The stats RapidAPI is putting out today are all up on numbers it revealed to me last year, when I wrote about the startup’s Series A. (Then, it had 8,000 APIs, 500,000 developers and 400 billion calls.)
It now also has some 50 employees spread out between San Francisco, Tel Aviv and Ukraine.
The Series B — which brings the total raised by RapidAPI to around $38 million — is being led by M12, the VC arm of Microsoft, with DNS Capital and previous investors Andreessen Horowitz and Green Bay Capital also participating.
Microsoft’s involvement is strategic and notable: the company has long been building itself as the go-to platform for all things developer, a strategy that goes back years but more recently has extended to its big investment in its Azure cloud platform, as well as its acquisition of code repository GitHub, among many other moves. You can easily see how well something like RapidAPI could complement those existing tools.
“Responding to the torrid growth of the API economy, RapidAPI is changing the way businesses scale with APIs and microservices,” said Mony Hassid, General Manager and Managing Director at M12, in a statement. “We are excited about the potential for RapidAPI to enhance developers’ productivity, streamline duplicative work, and assist to combine API contracts.” Hassid also has now joined RapidAPIs board of directors.

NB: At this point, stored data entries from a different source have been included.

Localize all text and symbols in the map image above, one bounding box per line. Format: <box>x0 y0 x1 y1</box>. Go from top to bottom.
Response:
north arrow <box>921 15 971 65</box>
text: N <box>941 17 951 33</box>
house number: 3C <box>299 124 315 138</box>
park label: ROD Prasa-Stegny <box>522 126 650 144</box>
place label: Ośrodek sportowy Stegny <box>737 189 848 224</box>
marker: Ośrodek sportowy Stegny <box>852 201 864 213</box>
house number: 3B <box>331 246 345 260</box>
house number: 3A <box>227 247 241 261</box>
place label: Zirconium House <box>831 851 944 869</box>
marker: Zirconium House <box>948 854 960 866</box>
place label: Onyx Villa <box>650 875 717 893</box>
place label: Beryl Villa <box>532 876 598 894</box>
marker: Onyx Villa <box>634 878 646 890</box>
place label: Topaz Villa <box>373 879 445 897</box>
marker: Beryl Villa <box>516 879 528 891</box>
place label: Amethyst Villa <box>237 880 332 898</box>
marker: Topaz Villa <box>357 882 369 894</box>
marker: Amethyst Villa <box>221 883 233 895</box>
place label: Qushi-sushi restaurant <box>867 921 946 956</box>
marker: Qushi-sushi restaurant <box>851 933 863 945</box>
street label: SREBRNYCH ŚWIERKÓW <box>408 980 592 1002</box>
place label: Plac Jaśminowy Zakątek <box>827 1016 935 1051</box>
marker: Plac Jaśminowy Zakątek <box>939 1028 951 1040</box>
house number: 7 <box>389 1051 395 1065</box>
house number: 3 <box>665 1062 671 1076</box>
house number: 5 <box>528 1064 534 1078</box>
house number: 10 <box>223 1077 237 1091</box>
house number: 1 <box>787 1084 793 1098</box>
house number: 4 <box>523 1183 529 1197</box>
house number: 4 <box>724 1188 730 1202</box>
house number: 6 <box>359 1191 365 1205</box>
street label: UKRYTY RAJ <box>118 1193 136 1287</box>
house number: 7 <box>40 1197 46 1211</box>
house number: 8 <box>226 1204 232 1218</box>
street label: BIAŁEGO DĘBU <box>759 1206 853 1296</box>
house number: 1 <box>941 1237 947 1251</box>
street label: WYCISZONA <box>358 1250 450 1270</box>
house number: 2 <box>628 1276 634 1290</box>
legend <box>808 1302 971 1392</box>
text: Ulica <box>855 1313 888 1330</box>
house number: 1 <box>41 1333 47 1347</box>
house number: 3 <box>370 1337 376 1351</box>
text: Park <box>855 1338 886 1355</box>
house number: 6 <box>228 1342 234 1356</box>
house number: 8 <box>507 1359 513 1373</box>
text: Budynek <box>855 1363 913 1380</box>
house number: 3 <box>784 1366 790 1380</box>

From what we understand, Microsoft wasn’t the only strategic company that was eyeing an investment in RapidAPI in this round. But Iddo Gino, the company’s young founder, said in an interview that the terms of this deal were very clear and the company is very free to pursue partnerships with others, including Microsoft competitors.
Competitors are top of mind for RapidAPI in another regard, too. As you would imagine, the popularity of API usage — which extends not just to software but a number of hardware devices and IoT devices that the software powers — has led to a number of companies that are all going after the same business.
Companies like Zapier and IFTTT (also backed by Andreessen) provide directories of apps that can be connected together; and ProgrammableWeb also has offered a longstanding API directory, although Gino argues that it incorporates less of the tools that RapidAPI offers. He noted that he sees Manifold, which is a much larger cloud services marketplace, a more direct competitor.
The proliferation of tools for developers, and more specifically those aimed at helping developers work with APIs, will inevitably lead to more consolidation, with bigger fish swallowing up some of the minnows, or the minnows coming together for a stronger proposition to the market. RapidAPI has already been a beneficiary of that trend: it acquired Mashape in 2017, leading to a nice bump in its user numbers. And there could be more of that to come.
While RapidAPI has focused up to now on public APIs, the turn with teams to private APIs will open the door to a whole new set of services and use cases that speak to another kind of growth for the company. Citing a survey by Ping Identity, RapidAPI notes that 25% of companies typically use more than 1,000 internal APIs or microservices, while another 35% have 400–1,000 internal APIs. API days are here again, it seems.